## Work request
What lines of the data hold the string "position"? Pull each one out.

## Task data
***

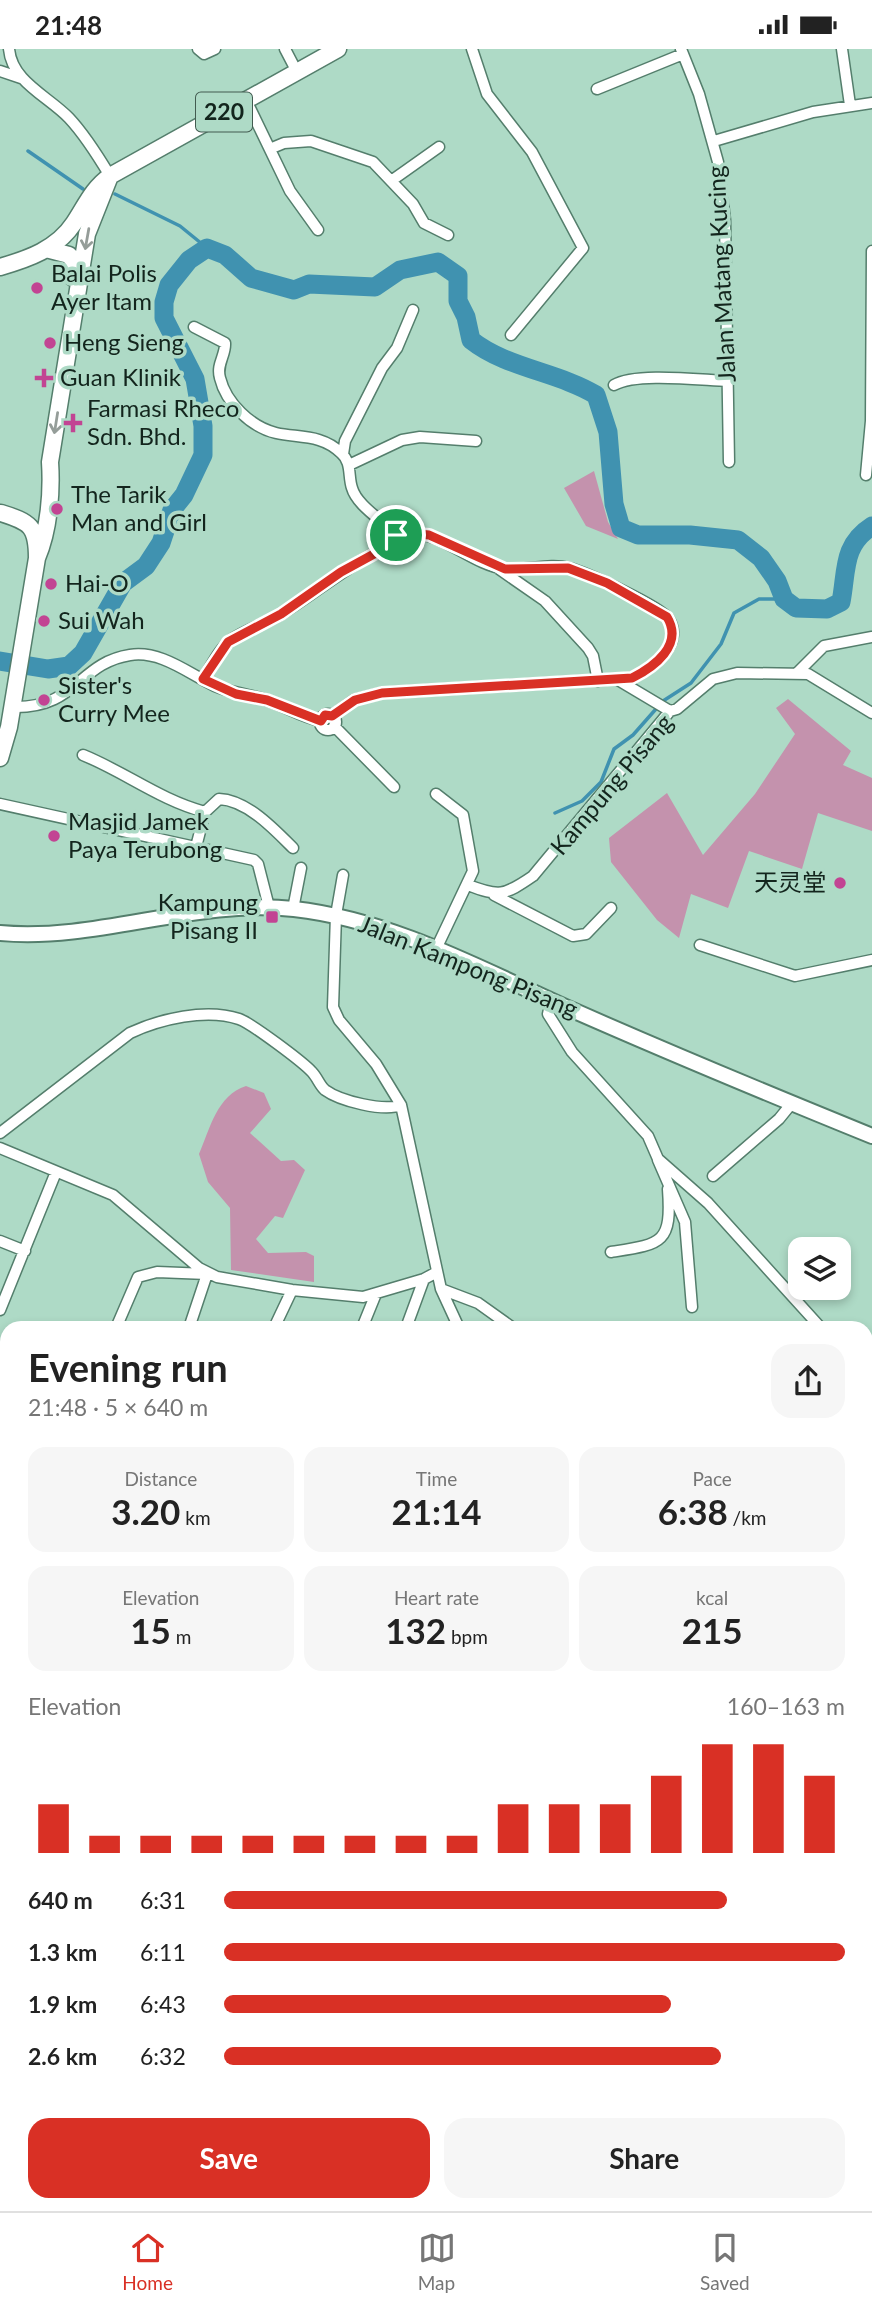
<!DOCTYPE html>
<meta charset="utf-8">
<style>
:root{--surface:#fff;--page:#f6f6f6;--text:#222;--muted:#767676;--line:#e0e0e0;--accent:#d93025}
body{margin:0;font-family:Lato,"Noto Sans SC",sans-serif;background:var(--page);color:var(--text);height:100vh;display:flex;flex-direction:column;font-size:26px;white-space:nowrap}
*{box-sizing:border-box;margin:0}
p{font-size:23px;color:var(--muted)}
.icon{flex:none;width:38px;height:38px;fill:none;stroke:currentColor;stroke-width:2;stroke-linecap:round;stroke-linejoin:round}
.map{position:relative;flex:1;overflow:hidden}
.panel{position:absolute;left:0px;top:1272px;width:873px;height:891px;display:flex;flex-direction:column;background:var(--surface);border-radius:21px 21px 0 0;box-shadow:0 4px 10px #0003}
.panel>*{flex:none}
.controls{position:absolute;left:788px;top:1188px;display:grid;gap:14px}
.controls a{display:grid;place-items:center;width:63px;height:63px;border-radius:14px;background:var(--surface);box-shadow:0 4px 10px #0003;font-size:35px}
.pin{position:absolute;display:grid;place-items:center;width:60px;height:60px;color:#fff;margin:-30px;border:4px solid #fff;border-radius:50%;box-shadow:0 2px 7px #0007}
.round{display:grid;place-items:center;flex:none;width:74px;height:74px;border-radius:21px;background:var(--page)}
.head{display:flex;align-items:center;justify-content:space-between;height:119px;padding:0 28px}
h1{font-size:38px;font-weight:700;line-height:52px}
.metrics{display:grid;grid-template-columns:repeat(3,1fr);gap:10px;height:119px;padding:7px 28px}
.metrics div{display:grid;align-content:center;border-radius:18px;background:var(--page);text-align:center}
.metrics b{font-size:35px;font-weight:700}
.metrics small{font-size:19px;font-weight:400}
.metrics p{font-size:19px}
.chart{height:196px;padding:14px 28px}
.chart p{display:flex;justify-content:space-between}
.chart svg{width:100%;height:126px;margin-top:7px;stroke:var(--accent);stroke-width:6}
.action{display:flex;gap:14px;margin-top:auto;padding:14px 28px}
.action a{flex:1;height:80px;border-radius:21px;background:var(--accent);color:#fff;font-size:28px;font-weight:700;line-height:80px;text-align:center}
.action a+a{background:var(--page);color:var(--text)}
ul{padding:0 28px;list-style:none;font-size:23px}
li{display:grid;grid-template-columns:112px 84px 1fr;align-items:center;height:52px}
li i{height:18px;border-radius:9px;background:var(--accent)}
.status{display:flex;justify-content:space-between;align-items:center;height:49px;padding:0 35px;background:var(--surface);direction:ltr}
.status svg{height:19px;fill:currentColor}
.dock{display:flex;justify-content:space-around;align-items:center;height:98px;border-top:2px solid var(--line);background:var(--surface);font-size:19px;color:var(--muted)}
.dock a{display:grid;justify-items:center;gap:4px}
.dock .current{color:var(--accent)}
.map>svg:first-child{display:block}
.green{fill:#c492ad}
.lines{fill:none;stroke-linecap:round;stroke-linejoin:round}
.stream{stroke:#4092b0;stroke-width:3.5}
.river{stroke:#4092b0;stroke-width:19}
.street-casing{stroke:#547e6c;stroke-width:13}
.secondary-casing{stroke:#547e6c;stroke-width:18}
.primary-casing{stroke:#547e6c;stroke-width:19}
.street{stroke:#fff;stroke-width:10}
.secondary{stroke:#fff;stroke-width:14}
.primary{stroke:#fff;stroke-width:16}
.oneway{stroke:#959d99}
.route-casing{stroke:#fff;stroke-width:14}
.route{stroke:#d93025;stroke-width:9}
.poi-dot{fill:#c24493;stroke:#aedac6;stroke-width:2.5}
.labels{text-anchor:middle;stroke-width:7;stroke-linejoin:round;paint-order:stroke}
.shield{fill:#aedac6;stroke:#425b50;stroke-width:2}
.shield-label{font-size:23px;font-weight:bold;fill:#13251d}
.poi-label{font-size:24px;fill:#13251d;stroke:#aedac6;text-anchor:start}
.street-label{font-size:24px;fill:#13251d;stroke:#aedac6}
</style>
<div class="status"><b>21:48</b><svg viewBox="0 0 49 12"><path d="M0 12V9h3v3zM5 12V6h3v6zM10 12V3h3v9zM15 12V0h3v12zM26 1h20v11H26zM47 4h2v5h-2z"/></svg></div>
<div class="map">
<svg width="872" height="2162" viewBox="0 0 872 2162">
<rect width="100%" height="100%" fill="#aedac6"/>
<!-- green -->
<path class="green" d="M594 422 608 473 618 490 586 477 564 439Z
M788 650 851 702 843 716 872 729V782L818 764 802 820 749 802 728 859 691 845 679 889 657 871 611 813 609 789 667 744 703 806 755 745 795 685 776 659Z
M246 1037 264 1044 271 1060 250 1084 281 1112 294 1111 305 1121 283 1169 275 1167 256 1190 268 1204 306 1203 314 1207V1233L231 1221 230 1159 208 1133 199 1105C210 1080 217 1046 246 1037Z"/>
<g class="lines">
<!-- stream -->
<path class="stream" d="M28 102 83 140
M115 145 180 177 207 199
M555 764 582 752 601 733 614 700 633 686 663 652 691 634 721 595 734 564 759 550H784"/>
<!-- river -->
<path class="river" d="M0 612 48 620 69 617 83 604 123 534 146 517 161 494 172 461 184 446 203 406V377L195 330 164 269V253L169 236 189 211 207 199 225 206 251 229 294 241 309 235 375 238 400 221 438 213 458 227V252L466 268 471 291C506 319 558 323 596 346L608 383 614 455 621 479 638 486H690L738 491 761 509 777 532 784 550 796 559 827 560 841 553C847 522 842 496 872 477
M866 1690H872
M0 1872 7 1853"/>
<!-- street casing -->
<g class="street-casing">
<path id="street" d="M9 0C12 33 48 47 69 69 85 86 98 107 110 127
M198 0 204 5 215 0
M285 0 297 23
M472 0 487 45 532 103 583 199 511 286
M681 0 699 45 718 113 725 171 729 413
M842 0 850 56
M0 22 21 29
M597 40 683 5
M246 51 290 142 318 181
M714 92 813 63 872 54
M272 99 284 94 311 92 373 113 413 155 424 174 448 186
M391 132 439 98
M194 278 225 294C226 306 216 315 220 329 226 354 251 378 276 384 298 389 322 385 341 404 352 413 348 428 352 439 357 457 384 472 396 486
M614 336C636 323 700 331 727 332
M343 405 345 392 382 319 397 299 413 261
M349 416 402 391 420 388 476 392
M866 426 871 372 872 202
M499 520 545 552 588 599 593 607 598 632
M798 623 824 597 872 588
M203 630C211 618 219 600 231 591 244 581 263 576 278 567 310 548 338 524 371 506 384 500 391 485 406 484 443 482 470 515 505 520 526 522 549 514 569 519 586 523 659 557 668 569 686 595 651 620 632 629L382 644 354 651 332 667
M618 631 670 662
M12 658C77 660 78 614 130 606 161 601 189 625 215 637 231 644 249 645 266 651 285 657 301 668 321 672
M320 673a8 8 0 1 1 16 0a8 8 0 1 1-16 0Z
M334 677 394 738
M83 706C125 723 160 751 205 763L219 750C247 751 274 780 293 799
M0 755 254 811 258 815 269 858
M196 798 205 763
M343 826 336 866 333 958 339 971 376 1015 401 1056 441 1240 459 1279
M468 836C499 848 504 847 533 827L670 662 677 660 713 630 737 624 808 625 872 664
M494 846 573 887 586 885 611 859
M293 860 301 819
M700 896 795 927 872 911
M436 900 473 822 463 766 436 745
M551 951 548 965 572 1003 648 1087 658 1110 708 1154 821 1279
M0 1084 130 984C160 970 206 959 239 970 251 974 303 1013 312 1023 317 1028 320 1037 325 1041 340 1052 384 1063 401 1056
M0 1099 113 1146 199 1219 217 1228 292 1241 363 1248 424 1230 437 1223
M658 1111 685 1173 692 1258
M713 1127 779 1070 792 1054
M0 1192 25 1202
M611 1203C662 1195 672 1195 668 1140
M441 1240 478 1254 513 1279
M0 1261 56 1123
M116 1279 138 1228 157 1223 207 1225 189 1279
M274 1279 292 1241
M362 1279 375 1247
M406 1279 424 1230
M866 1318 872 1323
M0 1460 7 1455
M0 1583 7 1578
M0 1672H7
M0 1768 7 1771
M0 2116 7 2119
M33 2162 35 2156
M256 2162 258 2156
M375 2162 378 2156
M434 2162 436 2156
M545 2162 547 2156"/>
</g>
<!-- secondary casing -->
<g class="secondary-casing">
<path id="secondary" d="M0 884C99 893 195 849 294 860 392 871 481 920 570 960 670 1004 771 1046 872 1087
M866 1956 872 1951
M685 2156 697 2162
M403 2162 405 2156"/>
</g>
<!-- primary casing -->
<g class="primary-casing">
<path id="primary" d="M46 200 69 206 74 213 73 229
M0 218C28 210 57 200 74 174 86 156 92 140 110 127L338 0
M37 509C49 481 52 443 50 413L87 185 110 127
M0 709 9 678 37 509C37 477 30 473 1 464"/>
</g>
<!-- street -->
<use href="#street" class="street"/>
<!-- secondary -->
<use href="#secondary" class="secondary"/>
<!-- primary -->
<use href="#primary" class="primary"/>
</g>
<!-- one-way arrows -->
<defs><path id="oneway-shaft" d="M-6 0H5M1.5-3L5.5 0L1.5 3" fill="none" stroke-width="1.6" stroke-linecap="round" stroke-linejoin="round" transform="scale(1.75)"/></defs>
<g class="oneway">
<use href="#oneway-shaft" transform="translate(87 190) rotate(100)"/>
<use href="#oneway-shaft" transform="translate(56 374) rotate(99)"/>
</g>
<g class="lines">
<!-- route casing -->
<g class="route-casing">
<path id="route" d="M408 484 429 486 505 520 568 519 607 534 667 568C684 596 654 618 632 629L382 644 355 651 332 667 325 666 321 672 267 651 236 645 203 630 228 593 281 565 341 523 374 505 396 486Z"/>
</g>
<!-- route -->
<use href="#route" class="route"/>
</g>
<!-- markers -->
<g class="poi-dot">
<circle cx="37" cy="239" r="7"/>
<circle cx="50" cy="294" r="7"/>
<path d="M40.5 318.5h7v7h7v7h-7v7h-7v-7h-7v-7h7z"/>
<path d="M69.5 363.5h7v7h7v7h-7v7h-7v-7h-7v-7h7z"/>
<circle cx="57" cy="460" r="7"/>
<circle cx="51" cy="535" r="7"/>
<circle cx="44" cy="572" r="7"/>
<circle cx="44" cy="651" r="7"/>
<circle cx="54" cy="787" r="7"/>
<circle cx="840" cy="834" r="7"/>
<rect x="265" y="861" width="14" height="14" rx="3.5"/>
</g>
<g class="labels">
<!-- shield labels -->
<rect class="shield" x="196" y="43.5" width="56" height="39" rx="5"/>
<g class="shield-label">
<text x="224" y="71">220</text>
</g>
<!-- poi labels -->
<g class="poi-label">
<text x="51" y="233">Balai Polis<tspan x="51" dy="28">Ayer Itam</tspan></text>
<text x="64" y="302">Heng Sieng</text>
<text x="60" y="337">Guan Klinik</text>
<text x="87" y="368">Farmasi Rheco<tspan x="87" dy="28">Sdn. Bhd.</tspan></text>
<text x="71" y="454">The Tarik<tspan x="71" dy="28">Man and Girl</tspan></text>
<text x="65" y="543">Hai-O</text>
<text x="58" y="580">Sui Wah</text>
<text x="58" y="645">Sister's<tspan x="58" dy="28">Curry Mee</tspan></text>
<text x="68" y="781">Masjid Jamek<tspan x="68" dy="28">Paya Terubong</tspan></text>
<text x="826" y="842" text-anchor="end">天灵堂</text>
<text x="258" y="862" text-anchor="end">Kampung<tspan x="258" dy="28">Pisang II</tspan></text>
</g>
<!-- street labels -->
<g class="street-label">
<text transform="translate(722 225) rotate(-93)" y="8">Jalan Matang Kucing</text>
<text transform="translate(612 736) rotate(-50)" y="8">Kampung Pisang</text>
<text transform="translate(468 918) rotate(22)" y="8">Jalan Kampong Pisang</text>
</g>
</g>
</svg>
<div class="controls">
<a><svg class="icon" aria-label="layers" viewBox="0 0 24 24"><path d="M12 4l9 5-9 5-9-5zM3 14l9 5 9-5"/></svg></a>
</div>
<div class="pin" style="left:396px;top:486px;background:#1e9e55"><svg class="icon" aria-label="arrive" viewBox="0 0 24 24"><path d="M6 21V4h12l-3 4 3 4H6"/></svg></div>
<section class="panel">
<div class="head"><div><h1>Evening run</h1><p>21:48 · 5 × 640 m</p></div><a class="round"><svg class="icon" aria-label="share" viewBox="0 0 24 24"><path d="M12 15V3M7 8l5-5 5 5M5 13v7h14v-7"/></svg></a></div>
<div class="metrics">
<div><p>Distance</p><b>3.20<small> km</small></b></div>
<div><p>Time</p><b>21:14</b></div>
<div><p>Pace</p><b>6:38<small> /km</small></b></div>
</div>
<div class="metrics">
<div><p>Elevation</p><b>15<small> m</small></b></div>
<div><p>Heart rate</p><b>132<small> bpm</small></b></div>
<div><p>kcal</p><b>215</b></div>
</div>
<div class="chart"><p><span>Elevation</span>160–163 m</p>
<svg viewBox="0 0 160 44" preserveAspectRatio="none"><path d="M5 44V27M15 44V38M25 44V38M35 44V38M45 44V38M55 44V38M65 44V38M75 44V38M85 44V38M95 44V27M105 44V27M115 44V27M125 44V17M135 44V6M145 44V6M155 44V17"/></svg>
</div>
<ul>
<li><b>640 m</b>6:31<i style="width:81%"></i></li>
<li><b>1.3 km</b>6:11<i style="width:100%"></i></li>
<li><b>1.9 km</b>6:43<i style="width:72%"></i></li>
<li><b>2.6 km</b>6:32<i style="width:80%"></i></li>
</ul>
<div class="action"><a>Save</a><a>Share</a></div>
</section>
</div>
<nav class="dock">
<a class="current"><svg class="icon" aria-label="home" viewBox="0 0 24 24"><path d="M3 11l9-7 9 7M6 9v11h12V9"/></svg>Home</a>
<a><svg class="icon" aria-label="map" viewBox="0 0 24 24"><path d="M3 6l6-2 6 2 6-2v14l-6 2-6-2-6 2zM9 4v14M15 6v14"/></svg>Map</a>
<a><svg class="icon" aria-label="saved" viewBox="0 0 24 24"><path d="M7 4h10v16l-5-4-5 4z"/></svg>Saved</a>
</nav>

***

## Output below
.map{position:relative;flex:1;overflow:hidden}
.panel{position:absolute;left:0px;top:1272px;width:873px;height:891px;display:flex;flex-direction:column;background:var(--surface);border-radius:21px 21px 0 0;box-shadow:0 4px 10px #0003}
.controls{position:absolute;left:788px;top:1188px;display:grid;gap:14px}
.pin{position:absolute;display:grid;place-items:center;width:60px;height:60px;color:#fff;margin:-30px;border:4px solid #fff;border-radius:50%;box-shadow:0 2px 7px #0007}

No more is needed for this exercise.